The input variables present in the dataset were of different measuring scales and had different ranges of magnitude. Hence, the dataset was scaled using standard scalar function [23], such that all variables have zero mean and unit variance.

Feature selection

The collected dataset consisted of more features than the number of samples, thereby falling under the curse of dimensionality [27]. Therefore, feature selection was performed on the dataset. In this process, the variables contributing most to classification were selected. Boruta [28, 29] and Sequential forward floating selection (SFFS) [30, 31] methods were used for feature selection.
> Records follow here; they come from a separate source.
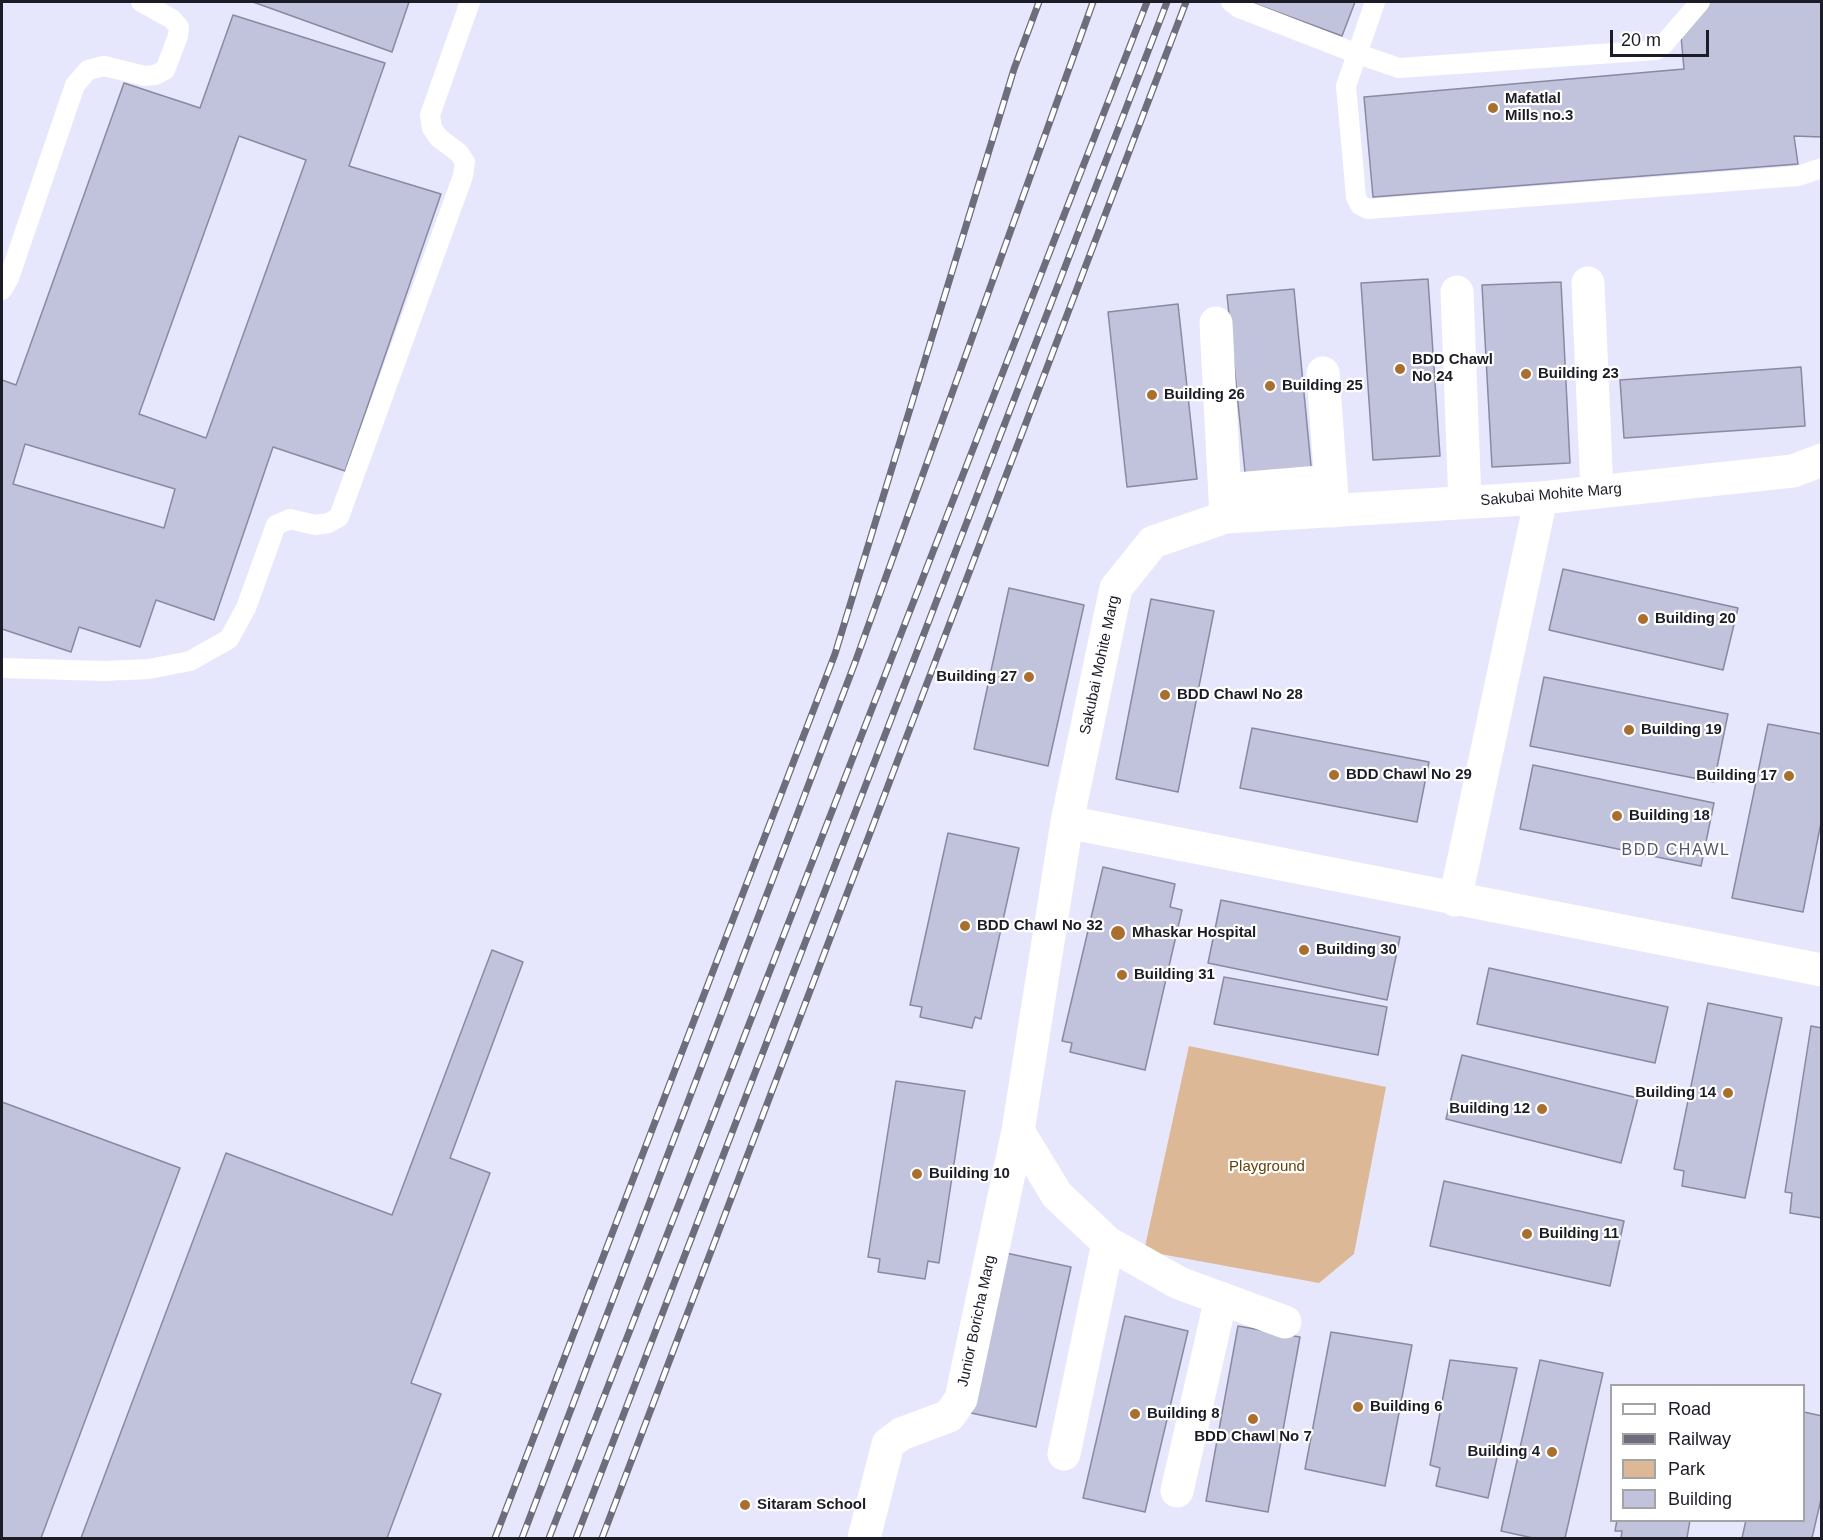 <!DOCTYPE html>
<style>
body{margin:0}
#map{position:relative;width:1823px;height:1540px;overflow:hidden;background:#e6e7fd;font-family:Helvetica,sans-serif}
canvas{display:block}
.frame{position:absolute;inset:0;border:3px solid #1c1c26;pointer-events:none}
.legend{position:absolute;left:1610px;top:1384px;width:195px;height:138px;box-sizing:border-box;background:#fff;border:2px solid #a4a4a8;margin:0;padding:8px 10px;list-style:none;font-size:18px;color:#1c1c26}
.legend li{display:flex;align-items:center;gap:12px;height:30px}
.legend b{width:30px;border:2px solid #a4a4a8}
.scale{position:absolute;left:1610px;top:30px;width:99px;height:27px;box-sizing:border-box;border:3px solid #1c1c26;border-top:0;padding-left:8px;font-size:18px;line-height:21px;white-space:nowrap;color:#1c1c26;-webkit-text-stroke:4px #fff;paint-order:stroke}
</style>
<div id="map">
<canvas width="1823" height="1540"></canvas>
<div class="frame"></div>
<ul class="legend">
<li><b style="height:8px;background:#fff"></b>Road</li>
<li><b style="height:8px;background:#6d6d7c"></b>Railway</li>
<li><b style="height:16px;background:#dcb896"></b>Park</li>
<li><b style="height:16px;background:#c1c2dc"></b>Building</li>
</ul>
<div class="scale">20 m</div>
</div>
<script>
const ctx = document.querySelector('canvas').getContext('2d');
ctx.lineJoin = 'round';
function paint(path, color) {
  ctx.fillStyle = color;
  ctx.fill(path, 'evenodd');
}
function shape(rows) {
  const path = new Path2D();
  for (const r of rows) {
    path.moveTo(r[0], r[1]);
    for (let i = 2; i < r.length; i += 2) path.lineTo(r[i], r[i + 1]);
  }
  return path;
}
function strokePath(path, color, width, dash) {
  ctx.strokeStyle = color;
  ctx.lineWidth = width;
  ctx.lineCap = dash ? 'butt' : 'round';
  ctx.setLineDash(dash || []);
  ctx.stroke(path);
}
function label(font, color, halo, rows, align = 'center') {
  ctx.font = font + ' Helvetica,sans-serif';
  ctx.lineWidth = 4.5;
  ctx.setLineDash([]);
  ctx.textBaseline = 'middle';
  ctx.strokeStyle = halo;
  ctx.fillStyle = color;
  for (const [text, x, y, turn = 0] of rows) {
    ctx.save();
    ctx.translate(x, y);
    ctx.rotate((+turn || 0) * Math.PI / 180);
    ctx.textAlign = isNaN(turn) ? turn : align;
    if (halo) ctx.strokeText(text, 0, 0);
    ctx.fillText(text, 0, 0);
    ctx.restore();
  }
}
const green = shape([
 [1189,1046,1386,1087,1354,1254,1319,1283,1144,1251]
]);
const building = shape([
 [253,2,409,2,392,52,253,2],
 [1250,2,1355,2,1342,36,1250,2],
 [1709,2,1822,2,1822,137,1794,136,1798,164,1373,197,1364,97,1684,69,1681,36,1709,2],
 [233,15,385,63,349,166,441,194,345,471,273,447,214,620,156,600,140,647,79,627,71,652,2,629,2,380,16,385,124,83,200,108,233,15],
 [239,136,306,160,206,438,139,414,239,136],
 [25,444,175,489,164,528,13,484,25,444],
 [1428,279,1440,456,1373,460,1361,283,1428,279],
 [1561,282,1570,463,1492,467,1482,285,1561,282],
 [1294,289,1312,476,1246,482,1227,295,1294,289],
 [1178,304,1197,479,1127,487,1108,312,1178,304],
 [1801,367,1805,426,1624,438,1620,380,1801,367],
 [1563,569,1738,608,1723,670,1549,630,1563,569],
 [1009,588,1084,605,1048,766,974,749,1009,588],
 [1151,599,1214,611,1178,792,1116,779,1151,599],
 [1544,677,1728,714,1714,782,1530,746,1544,677],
 [1768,724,1822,734,1822,818,1803,912,1732,898,1768,724],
 [1252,728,1429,762,1417,822,1240,788,1252,728],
 [1533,765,1714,803,1701,866,1520,829,1533,765],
 [948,833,1019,848,981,1019,975,1017,972,1028,920,1017,922,1007,910,1005,948,833],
 [1103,867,1175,884,1170,907,1182,910,1145,1070,1070,1052,1072,1043,1062,1041,1103,867],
 [1221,900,1400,937,1387,1000,1208,963,1221,900],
 [492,950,523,962,450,1158,490,1173,411,1383,441,1394,387,1538,81,1538,226,1153,392,1215,492,950],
 [1489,968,1668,1007,1655,1063,1477,1024,1489,968],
 [1224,977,1387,1007,1378,1055,1214,1024,1224,977],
 [1708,1003,1782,1018,1745,1198,1682,1186,1684,1171,1674,1169,1708,1003],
 [1811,1026,1822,1028,1822,1218,1790,1213,1792,1193,1785,1192,1811,1026],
 [1462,1055,1638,1098,1621,1163,1446,1119,1462,1055],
 [896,1081,965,1091,939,1263,928,1261,925,1279,878,1272,880,1259,868,1257,896,1081],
 [2,1102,180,1168,41,1538,2,1538,2,1102],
 [1444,1181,1624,1221,1610,1286,1430,1246,1444,1181],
 [1006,1253,1071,1267,1036,1427,971,1413,1006,1253],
 [1125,1316,1188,1331,1145,1512,1083,1498,1125,1316],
 [1238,1326,1300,1337,1268,1512,1206,1501,1238,1326],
 [1331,1332,1412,1345,1385,1486,1305,1469,1331,1332],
 [1450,1360,1517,1368,1488,1498,1436,1486,1440,1468,1430,1465,1450,1360],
 [1540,1360,1603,1373,1565,1538,1533,1538,1501,1531,1540,1360],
 [1804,1412,1822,1416,1822,1495,1812,1538,1742,1538,1746,1520,1804,1520,1804,1412],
 [1617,1520,1690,1520,1687,1538,1621,1538,1622,1531,1615,1531,1617,1520]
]);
const service = shape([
 [1231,2,1239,8,1355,53,1399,68,1656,50,1663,45,1700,2],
 [1375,2,1346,86,1356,197,1360,205,1368,209,1798,176,1822,168],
 [2,290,9,278,75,85,88,70,104,66,145,76,155,75,165,70,178,36,179,27,172,19,141,2],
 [2,668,104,671,149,669,190,661,229,639,246,608,276,525,290,519,315,525,329,523,339,517,463,176,465,162,459,153,439,138,432,128,430,115,470,2]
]);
const minor = shape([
 [1588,283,1597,492],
 [1457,292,1465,502],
 [1216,323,1226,517],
 [1323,373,1333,511],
 [1225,490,1331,481],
 [1067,822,1822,970],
 [1455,900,1541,498],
 [1285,1322,1179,1283,1108,1243,1057,1195,1018,1131,1067,822,1116,588,1153,542,1226,517,1541,498,1793,471,1822,460],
 [1064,1454,1108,1243],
 [1177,1491,1221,1298],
 [864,1538,888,1444,901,1434,949,1416,961,1399,1018,1131]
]);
const rail = shape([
 [495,1538,835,654,1014,69,1039,2],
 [522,1538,856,660,1093,2],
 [549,1538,1147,2],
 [576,1538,1167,2],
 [602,1538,1186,2]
]);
const markers = [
 [1493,108,6,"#a96f2f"],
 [1400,369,6,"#a96f2f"],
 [1526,374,6,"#a96f2f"],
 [1270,386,6,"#a96f2f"],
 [1152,395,6,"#a96f2f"],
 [1643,619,6,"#a96f2f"],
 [1029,677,6,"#a96f2f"],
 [1165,695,6,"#a96f2f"],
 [1629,730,6,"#a96f2f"],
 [1334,775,6,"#a96f2f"],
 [1789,776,6,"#a96f2f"],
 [1617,816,6,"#a96f2f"],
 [965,926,6,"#a96f2f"],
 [1118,933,8,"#a96f2f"],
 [1304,950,6,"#a96f2f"],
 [1122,975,6,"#a96f2f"],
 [1728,1093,6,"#a96f2f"],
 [1542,1109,6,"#a96f2f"],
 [917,1174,6,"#a96f2f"],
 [1527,1234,6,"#a96f2f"],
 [1358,1407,6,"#a96f2f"],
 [1135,1414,6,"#a96f2f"],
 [1253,1419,6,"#a96f2f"],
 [1552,1452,6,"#a96f2f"],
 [745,1505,6,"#a96f2f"]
];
const poiNames = [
 ["Mafatlal",1505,99],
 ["Mills no.3",1505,116],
 ["BDD Chawl",1412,360],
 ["No 24",1412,377],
 ["Building 23",1538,374],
 ["Building 25",1282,386],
 ["Building 26",1164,395],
 ["Building 20",1655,619],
 ["Building 27",1017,677,"right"],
 ["BDD Chawl No 28",1177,695],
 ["Building 19",1641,730],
 ["BDD Chawl No 29",1346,775],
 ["Building 17",1777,776,"right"],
 ["Building 18",1629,816],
 ["BDD Chawl No 32",977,926],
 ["Mhaskar Hospital",1132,933],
 ["Building 30",1316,950],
 ["Building 31",1134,975],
 ["Building 14",1716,1093,"right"],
 ["Building 12",1530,1109,"right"],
 ["Building 10",929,1174],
 ["Building 11",1539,1234],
 ["Building 6",1370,1407],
 ["Building 8",1147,1414],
 ["BDD Chawl No 7",1253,1437,"center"],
 ["Building 4",1540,1452,"right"],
 ["Sitaram School",757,1505]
];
const streetNames = [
 ["Sakubai Mohite Marg",1551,495,-5],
 ["Sakubai Mohite Marg",1100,665,-78],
 ["Junior Boricha Marg",977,1321,-78]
];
const parkNames = [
 ["Playground",1267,1167]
];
const neighbourhoodNames = [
 ["BDD CHAWL",1676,851]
];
paint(green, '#dcb896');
paint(building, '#c1c2dc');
strokePath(building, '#8989a2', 1.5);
strokePath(service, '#fff', 20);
strokePath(minor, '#fff', 33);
strokePath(rail, '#6d6d7c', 7);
strokePath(rail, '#fff', 4.5, [14]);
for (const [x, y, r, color] of markers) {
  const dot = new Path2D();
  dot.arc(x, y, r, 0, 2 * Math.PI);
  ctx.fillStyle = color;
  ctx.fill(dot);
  strokePath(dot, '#fff', 2);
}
label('bold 15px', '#1c1c26', '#fff', poiNames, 'left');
label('15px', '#1c1c26', '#fff', streetNames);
label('15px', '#693d04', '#fff', parkNames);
ctx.letterSpacing = '1.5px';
label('16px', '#54556b', '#fff', neighbourhoodNames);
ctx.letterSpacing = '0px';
</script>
Each method was evaluated using the performance metrics of three Machine Learning models- RF, KSVM [23], and XGBoost [32]. The performance results from SFFS were better and were therefore chosen as a feature selection method for the dataset. For the Boruta method, the RF algorithm was used as the base algorithm. For the SFFS method, the same algorithm was chosen to run as its base, on which the training dataset was fit. Both Boruta and SFFS were made to run in a setting where it will select k-best features out of all the features in the dataset, and precedence was given to the features having the highest accuracy.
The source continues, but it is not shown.